(Task to carry out) Everything in the data below except the pictures must be repeated word for word.

↓

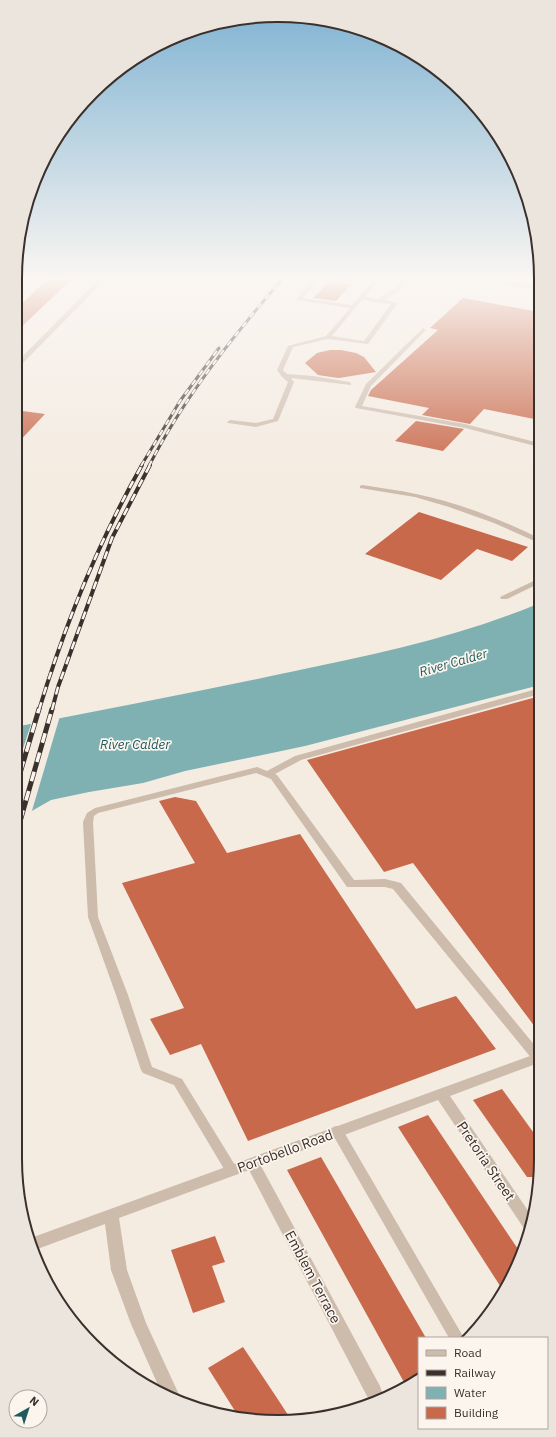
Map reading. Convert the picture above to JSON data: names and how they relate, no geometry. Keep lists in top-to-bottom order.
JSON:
{
  "streets": {
    "street": ["Portobello Road", "Pretoria Street", "Emblem Terrace"]
  },
  "crossings": [
    ["Portobello Road", "Pretoria Street"],
    ["Portobello Road", "Emblem Terrace"]
  ],
  "water": ["River Calder"],
  "legend": [
    "Road",
    "Railway",
    "Water",
    "Building"
  ],
  "north": "top right"
}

↑

(Answer to this task)
Map reading. Convert the picture above to JSON data: names and how they relate, no geometry. Keep lists in top-to-bottom order.
JSON:
{
  "streets": {
    "street": ["Portobello Road", "Pretoria Street", "Emblem Terrace"]
  },
  "crossings": [
    ["Portobello Road", "Pretoria Street"],
    ["Portobello Road", "Emblem Terrace"]
  ],
  "water": ["River Calder"],
  "legend": [
    "Road",
    "Railway",
    "Water",
    "Building"
  ],
  "north": "top right"
}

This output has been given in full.